I am not an artist, but it seems to me that the best way to approach art is the way the punk movement approached their art.

I have been watching a lot of documentaries lately about the original punk movement from 1976 (such as this, this and this) and a number of things the interviewees (mostly John Lydon) said appealed to me.

The first idea is that "you have to do it for yourself because no one is going to do it for you". This fits very well with my belief that art is not handed down to us by great artists any more than political ideas are handed down to us by great thinkers or laws are handed down to us by great men (politicians and judges are still overwhelmingly male). My approach to art is the same as my approach to politics; it is something we all can and should engage with. It should be open and democratic and my truth should be as valuable as your truth regardless of the fact that I did not spend years at art school.


The second idea is that art should be about holding a mirror up to society. The working class should not be ashamed of the conditions they are forced to live in as a result of the policies of the government; their art should reflect those conditions and if middle class people are shocked by that, so much the better. Art should be the truth, it should be transparent, honest; it should not be selective, censored or falsified in a dishonest way. This ties is in with what I said in the last post that about contextualising a scene; but it goes beyond that. I think a picture of a CCTV camera or a pile of discarded beer cans is a better subject matter for a rendering of Penzance than St. Michael's Mount for example. It is the real story of Penzance that is usually air-brushed out.

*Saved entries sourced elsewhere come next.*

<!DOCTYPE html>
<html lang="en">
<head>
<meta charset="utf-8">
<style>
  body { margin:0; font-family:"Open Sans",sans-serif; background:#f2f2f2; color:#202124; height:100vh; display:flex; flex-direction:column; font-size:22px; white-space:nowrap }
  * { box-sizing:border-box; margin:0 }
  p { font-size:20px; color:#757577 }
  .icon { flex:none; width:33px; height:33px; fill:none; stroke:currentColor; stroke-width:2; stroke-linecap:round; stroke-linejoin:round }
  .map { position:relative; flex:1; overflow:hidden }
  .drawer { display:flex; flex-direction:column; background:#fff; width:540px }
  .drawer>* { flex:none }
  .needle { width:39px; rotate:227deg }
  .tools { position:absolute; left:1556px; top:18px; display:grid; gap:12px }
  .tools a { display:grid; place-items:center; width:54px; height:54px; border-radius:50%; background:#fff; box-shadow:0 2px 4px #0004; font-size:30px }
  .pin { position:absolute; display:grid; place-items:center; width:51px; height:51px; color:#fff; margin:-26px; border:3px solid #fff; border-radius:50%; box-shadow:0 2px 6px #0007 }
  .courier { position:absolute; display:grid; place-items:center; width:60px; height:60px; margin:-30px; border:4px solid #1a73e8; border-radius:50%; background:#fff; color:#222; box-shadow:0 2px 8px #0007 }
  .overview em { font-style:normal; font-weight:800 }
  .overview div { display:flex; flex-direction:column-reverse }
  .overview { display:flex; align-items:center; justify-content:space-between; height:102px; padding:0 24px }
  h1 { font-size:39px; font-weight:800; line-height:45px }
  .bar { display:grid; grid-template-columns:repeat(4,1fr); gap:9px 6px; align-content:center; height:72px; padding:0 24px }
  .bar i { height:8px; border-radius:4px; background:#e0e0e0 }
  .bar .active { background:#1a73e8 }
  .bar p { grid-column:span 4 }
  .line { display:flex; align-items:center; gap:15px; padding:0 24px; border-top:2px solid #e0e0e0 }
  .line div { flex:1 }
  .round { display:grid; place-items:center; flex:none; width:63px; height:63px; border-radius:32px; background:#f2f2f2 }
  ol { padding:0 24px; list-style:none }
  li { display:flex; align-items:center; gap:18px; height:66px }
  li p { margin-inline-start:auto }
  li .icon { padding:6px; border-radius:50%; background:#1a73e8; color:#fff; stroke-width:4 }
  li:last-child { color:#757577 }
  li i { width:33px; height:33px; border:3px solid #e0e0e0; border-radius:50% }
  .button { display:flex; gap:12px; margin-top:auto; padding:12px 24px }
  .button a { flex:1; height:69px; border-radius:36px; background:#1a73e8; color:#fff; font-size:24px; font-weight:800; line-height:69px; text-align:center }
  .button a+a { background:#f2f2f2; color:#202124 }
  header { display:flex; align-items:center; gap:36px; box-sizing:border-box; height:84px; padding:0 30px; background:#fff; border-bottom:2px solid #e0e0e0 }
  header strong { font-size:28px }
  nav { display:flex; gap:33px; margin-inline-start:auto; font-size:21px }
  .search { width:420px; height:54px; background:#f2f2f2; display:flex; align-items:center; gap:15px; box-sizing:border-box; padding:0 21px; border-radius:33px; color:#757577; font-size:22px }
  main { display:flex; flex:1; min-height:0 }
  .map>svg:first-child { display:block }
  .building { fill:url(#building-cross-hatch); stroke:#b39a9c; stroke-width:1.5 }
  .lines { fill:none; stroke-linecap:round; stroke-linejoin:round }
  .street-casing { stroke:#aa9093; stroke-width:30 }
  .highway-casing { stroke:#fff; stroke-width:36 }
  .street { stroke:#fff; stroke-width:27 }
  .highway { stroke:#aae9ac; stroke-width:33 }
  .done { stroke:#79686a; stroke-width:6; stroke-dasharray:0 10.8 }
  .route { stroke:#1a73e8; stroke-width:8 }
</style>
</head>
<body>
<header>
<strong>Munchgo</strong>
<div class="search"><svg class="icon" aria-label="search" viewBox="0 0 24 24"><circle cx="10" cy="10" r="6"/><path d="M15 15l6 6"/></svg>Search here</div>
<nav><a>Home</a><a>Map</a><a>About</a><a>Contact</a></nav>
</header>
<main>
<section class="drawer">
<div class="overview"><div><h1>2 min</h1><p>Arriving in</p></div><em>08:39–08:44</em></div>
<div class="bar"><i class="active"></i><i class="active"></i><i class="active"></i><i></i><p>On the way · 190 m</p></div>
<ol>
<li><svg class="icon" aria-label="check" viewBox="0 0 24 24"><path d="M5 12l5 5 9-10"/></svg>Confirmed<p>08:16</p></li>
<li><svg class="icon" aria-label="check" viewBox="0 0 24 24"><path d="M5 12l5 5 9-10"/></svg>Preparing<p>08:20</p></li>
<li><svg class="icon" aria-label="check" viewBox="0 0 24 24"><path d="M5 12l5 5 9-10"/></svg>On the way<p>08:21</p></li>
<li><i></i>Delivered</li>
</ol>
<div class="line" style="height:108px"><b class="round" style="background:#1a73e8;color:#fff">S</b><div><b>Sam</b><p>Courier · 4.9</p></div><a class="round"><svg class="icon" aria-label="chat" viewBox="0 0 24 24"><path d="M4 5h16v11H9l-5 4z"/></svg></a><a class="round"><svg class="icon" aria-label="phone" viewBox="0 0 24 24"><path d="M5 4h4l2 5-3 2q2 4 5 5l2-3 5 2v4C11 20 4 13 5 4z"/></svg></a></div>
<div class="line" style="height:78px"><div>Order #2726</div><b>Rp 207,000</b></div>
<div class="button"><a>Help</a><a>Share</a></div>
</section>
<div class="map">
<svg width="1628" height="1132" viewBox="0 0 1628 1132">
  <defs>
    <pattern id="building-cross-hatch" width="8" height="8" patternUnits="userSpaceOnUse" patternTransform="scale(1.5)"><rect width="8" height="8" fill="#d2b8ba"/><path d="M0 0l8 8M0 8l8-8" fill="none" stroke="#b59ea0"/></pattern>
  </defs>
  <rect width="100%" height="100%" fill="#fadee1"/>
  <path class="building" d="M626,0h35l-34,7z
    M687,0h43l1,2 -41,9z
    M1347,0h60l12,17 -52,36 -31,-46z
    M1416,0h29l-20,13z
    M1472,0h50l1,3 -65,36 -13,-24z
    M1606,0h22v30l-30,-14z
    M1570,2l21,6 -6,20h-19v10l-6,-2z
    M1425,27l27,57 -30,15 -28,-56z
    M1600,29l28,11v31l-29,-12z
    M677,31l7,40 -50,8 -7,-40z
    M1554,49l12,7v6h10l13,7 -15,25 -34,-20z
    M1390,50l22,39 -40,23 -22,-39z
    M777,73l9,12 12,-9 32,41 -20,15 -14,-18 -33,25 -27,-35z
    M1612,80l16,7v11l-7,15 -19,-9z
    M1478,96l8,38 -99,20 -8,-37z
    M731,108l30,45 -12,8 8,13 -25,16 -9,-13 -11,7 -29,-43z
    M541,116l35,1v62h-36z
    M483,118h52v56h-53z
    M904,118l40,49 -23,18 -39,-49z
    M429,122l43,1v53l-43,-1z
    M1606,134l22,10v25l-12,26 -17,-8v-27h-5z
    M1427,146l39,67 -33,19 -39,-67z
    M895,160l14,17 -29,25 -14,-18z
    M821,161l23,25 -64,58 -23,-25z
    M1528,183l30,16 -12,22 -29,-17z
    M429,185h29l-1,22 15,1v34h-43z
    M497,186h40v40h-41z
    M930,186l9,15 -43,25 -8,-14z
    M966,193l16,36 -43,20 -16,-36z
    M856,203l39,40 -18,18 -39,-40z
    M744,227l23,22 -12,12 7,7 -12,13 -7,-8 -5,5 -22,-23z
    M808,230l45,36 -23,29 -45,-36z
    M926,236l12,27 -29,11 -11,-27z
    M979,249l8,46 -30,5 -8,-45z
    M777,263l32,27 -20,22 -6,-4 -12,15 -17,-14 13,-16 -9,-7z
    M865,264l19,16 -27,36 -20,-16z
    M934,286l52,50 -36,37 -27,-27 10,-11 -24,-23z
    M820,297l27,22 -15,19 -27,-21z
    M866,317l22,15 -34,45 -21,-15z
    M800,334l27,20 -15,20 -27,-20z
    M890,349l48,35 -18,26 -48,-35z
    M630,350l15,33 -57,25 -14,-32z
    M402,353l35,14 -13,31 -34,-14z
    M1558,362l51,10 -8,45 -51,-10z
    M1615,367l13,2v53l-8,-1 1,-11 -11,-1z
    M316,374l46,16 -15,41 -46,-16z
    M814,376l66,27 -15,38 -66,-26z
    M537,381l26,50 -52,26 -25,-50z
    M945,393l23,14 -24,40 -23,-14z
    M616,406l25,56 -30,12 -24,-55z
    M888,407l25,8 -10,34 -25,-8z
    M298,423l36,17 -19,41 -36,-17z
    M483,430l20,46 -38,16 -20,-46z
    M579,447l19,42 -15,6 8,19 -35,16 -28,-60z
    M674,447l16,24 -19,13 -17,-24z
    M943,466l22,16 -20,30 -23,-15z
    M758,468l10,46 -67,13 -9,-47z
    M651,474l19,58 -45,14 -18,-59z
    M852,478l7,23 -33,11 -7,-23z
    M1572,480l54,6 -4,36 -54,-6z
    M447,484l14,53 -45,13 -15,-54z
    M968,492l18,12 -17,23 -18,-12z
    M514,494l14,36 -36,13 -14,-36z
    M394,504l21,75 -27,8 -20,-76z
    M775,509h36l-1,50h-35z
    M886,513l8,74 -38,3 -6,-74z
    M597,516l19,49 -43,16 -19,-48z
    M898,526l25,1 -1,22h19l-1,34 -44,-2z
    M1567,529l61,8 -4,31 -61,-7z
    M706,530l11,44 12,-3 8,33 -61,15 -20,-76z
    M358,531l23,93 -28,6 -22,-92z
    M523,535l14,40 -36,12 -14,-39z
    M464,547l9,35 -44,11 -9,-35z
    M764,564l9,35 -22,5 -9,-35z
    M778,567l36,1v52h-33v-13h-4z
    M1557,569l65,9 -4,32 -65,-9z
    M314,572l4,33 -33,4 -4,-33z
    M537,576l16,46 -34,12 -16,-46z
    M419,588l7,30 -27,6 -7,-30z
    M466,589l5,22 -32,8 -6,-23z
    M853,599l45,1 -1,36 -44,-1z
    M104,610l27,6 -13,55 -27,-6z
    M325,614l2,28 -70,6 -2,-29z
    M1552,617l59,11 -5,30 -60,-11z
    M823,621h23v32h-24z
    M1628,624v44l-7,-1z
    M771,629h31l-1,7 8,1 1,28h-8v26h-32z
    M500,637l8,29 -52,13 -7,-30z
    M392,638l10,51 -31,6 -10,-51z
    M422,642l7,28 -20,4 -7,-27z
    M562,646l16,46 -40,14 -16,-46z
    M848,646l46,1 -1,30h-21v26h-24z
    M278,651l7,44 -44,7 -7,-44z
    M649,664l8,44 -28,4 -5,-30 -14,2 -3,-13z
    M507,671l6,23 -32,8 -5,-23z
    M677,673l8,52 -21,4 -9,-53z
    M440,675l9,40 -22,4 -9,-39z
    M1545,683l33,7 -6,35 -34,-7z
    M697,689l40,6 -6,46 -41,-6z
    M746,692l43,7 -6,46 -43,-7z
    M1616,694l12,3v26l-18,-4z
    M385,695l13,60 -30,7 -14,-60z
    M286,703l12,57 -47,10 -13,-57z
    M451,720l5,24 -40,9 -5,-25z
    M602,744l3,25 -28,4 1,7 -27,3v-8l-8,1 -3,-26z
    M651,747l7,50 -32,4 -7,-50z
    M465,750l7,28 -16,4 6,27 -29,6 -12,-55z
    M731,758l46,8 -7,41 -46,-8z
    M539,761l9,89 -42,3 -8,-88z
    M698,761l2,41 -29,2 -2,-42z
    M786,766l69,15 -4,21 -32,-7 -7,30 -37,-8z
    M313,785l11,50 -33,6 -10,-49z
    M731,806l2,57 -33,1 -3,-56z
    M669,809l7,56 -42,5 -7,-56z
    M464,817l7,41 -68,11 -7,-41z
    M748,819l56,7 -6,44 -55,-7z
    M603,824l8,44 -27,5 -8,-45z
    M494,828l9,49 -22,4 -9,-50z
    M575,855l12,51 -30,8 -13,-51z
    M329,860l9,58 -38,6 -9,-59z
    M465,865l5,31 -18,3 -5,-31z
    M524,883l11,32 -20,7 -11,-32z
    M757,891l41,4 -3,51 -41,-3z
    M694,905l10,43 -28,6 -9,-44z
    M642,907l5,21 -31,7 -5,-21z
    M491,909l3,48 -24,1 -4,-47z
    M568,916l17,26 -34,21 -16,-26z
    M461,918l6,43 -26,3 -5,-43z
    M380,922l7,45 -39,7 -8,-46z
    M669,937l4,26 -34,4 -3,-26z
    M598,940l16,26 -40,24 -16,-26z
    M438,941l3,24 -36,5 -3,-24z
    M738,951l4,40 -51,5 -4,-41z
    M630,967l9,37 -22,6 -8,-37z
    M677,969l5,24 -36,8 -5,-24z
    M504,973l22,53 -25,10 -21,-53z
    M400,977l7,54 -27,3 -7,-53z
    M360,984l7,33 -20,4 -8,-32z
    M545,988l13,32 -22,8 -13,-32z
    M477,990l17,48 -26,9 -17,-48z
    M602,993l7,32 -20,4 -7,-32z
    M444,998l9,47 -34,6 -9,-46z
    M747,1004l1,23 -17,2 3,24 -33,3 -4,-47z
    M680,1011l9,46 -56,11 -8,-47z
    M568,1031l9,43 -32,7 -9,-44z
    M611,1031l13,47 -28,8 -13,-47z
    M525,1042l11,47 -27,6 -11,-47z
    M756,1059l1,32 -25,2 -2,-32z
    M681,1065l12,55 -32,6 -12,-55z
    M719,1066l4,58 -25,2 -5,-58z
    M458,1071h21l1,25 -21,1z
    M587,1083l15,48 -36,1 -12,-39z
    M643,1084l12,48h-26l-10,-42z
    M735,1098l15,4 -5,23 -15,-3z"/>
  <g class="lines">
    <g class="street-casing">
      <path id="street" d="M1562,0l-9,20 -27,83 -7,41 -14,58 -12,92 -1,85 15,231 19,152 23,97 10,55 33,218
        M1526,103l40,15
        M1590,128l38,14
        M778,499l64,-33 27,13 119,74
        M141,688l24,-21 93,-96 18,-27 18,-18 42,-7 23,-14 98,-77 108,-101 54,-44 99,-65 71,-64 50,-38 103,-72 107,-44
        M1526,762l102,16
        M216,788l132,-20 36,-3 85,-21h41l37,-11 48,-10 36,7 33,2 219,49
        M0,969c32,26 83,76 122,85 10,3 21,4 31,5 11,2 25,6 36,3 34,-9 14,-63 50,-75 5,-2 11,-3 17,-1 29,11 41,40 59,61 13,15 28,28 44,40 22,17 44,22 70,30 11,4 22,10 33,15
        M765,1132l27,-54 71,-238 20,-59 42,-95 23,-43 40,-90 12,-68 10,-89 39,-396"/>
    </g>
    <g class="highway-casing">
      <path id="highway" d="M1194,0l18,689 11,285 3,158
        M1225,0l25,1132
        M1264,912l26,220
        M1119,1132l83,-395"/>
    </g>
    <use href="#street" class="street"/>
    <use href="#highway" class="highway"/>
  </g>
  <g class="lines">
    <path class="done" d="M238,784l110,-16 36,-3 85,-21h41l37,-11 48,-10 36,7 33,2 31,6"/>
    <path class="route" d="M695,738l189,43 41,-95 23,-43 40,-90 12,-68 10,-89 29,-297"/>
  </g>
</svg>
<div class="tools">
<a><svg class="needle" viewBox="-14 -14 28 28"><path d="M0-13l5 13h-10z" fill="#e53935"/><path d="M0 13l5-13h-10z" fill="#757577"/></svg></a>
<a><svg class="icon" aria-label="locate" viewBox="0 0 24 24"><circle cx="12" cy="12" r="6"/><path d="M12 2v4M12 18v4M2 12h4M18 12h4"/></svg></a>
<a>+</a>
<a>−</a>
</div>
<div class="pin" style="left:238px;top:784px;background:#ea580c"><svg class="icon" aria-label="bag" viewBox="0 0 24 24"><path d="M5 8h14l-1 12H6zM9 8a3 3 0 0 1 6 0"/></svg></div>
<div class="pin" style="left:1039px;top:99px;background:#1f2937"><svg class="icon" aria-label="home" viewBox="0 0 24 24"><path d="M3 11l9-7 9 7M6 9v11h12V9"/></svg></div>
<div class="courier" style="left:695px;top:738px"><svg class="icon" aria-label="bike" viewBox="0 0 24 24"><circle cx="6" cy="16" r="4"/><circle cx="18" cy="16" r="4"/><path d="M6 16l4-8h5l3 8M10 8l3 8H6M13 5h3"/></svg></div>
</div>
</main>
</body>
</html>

It seems to me that punk may have largely ceased to exist as a genre of music, but the ideas live on in a variety of places and individuals.

Sunday 3 June 2012

I am not an artist, but...

It seems to me that for many artists there is a dichotomy between the urban landscape and the natural landscape. In many ways this might seem obvious. If one is an artist in Central London one might paint the Houses of Parliament or St. Paul's Cathedral. By contrast in one lived in the countryside in Scotland it might be hills or lochs. But it seems to me that this is quite an arbitrary divide. Most places have elements of both.

Take for example the many paintings of St. Michael's Mount that any visitor to Penzance or anywhere else in West Cornwall would be confronted with in the many art galleries found in those parts. They are almost all looking from the beach opposite (usually Marazion) or from a little higher up or even from the point of view of the sea. Again it might seem obvious to look from a good vantage point.

But to me this is not very interesting because it is not the view that someone living and working in the area normally sees. Not unless they have a lot of money and an incredible view and most people do not. It is also usually a timeless view as it has no historical context. It is a painting that could have been painted at any point in the last hundred years. To me, a painting without relation to the times or the people living and working in the area is pointless, it must be contextualised.


I also prefer the composition of a picture of a natural landscape if it has human-made forms interrupting it. This, for example is a photograph of the sea, a boat and a cliff. I love the way the TV aerials and chimney pots cut across the landscape unwelcome and unbidden. It makes it more real.

This is the way we usually see the sea or the countryside whilst we are running to the shop or out of work on our lunch break.

To me, a landscape painting needs to tell us something about the relationship between nature and humanity. It is not enough to simply present nature as something timeless and unchanging and that stands on its own. To me that suggests a desire to escape human society to an imaginary natural paradise. I don't want to escape the human world, I want to change it.